> **EXERCISE AIM**
In the material below, find all lines with the string "Акуловский" and copy them.

> **DATA FOR REVIEW**

*** Block opens ***

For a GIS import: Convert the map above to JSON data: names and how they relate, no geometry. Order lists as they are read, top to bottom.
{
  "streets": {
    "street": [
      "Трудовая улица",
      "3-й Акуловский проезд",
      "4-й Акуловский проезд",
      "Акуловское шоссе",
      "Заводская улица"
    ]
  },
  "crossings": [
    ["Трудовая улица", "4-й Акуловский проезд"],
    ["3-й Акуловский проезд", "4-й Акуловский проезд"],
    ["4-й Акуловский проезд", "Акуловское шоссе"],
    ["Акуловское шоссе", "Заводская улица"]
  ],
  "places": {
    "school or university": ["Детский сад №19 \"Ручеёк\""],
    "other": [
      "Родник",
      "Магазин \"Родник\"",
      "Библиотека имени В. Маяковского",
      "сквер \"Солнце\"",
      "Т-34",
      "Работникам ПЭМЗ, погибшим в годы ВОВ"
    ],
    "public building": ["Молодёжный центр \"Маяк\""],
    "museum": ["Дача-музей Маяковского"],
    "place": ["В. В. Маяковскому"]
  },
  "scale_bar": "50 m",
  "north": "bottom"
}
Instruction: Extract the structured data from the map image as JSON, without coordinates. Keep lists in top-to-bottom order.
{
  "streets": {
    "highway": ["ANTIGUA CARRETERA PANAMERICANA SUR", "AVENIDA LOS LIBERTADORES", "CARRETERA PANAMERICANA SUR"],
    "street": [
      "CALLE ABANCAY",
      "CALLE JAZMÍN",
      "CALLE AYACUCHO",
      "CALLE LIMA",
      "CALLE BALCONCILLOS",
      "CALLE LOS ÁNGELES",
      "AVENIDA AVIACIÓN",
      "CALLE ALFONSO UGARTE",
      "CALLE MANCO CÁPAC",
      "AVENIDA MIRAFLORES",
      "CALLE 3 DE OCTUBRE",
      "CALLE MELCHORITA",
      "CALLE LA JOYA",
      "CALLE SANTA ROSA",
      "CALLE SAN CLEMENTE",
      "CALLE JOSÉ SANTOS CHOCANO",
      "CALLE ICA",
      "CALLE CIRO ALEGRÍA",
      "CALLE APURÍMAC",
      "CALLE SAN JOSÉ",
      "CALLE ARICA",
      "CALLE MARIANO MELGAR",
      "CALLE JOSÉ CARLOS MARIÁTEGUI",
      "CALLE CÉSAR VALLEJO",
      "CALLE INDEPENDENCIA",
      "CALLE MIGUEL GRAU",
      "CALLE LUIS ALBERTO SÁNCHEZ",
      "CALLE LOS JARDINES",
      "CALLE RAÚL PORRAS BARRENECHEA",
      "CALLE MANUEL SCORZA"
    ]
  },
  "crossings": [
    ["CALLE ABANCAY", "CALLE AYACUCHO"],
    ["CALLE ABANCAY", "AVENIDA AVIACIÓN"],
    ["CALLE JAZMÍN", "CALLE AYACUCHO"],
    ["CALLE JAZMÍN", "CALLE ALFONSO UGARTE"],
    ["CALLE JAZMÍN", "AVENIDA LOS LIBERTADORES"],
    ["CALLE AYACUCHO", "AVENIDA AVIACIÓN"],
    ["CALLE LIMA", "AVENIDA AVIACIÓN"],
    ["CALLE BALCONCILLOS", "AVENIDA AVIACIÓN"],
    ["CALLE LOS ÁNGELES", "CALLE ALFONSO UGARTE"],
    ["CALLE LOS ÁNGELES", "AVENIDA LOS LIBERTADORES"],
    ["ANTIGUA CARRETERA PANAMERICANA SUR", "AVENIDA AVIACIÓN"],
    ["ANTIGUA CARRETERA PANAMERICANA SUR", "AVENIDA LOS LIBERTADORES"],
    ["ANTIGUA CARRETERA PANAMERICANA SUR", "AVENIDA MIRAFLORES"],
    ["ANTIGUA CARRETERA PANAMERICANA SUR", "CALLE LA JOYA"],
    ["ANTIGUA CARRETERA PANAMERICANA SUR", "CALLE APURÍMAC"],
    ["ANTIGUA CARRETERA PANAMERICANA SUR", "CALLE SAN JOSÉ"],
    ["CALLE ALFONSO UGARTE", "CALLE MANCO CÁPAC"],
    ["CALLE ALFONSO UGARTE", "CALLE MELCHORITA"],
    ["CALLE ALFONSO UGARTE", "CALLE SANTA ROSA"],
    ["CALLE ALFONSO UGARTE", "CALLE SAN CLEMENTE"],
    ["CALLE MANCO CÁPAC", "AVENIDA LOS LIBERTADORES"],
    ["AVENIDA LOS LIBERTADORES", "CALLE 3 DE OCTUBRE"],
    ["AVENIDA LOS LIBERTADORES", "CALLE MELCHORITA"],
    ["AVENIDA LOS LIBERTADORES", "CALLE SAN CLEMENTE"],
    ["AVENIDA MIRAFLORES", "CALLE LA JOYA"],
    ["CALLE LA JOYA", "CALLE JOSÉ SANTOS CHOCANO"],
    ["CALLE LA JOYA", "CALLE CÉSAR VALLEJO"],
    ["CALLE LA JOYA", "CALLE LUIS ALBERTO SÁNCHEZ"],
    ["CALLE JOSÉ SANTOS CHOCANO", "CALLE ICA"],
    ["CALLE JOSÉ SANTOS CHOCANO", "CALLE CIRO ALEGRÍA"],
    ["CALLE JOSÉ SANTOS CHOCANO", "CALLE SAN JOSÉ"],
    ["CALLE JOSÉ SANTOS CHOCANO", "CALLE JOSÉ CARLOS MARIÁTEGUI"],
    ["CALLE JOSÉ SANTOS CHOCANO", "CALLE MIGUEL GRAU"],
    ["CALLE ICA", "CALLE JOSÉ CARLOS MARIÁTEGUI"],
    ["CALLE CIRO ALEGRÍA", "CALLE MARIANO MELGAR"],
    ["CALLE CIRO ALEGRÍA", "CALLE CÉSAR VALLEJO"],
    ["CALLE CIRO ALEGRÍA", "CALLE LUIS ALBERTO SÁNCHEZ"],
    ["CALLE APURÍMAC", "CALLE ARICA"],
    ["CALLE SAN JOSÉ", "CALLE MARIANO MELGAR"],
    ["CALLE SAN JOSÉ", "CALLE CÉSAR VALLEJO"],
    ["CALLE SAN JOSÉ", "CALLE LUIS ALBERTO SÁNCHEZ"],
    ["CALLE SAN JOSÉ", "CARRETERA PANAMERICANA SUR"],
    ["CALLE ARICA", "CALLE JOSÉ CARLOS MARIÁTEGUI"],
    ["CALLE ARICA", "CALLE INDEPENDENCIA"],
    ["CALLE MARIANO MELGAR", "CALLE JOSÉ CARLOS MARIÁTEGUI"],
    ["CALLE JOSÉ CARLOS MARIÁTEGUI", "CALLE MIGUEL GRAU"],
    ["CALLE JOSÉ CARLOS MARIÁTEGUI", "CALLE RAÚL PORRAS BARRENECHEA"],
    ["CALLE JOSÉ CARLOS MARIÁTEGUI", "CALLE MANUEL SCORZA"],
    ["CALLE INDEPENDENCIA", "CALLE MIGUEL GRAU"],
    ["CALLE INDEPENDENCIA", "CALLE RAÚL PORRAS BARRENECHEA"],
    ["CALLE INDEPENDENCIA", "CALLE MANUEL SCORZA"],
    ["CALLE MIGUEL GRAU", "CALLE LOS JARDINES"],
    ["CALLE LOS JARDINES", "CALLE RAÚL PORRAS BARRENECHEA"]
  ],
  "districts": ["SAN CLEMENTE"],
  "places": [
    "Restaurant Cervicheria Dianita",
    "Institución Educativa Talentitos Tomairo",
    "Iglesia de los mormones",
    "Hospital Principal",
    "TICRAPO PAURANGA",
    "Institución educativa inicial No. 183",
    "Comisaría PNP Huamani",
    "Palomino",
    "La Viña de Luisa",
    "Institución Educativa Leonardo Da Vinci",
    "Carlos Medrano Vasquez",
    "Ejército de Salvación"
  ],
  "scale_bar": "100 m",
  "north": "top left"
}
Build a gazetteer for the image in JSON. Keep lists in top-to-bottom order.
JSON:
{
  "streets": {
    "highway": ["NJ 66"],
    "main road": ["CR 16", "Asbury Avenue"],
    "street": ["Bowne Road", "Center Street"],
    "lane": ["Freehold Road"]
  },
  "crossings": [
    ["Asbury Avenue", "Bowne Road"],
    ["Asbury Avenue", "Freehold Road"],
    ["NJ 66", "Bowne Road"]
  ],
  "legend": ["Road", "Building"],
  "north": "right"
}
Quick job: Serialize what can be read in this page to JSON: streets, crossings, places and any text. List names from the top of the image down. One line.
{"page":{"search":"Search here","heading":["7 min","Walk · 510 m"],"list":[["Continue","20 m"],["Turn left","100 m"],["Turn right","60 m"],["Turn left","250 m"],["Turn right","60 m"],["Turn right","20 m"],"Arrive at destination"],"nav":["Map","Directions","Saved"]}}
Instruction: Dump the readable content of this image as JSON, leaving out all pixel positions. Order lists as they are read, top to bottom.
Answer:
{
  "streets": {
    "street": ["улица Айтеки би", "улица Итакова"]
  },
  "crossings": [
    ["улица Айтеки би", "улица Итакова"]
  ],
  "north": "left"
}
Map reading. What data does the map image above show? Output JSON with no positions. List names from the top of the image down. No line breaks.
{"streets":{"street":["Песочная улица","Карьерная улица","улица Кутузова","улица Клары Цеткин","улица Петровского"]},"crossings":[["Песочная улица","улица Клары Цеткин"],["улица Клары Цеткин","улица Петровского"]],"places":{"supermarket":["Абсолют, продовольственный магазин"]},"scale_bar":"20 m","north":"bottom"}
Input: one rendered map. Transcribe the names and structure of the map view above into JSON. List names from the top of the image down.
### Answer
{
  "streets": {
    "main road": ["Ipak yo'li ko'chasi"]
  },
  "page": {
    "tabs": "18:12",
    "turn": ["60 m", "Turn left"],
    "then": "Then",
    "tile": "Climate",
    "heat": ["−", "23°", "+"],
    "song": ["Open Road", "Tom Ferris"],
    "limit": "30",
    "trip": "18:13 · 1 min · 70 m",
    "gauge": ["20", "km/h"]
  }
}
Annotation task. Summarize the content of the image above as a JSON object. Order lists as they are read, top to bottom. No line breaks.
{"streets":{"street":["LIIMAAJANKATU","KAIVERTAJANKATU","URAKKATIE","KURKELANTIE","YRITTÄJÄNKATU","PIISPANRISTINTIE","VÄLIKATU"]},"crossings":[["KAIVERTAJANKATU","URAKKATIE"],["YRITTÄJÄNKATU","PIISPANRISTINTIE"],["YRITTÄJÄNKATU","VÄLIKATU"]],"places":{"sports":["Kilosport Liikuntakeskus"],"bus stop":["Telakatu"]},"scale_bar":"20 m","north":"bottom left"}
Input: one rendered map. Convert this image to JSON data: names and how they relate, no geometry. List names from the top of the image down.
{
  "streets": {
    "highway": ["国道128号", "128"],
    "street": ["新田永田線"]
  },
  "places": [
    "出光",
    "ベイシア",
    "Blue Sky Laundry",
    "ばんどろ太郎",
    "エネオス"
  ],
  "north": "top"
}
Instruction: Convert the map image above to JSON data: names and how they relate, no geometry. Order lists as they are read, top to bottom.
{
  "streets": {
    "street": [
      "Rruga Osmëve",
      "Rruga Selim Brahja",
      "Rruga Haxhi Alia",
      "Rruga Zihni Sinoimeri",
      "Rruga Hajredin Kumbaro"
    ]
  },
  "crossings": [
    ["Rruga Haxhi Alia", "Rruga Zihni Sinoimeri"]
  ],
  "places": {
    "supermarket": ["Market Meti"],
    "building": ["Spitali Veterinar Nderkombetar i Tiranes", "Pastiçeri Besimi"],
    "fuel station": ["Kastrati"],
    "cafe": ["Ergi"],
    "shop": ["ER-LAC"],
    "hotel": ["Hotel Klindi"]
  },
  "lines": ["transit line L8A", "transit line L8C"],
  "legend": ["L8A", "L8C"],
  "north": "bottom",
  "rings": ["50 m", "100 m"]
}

*** Block closes ***

> **OUTPUT OF THE EXERCISE**
      "3-й Акуловский проезд",
      "4-й Акуловский проезд",
    ["Трудовая улица", "4-й Акуловский проезд"],
    ["3-й Акуловский проезд", "4-й Акуловский проезд"],
    ["4-й Акуловский проезд", "Акуловское шоссе"],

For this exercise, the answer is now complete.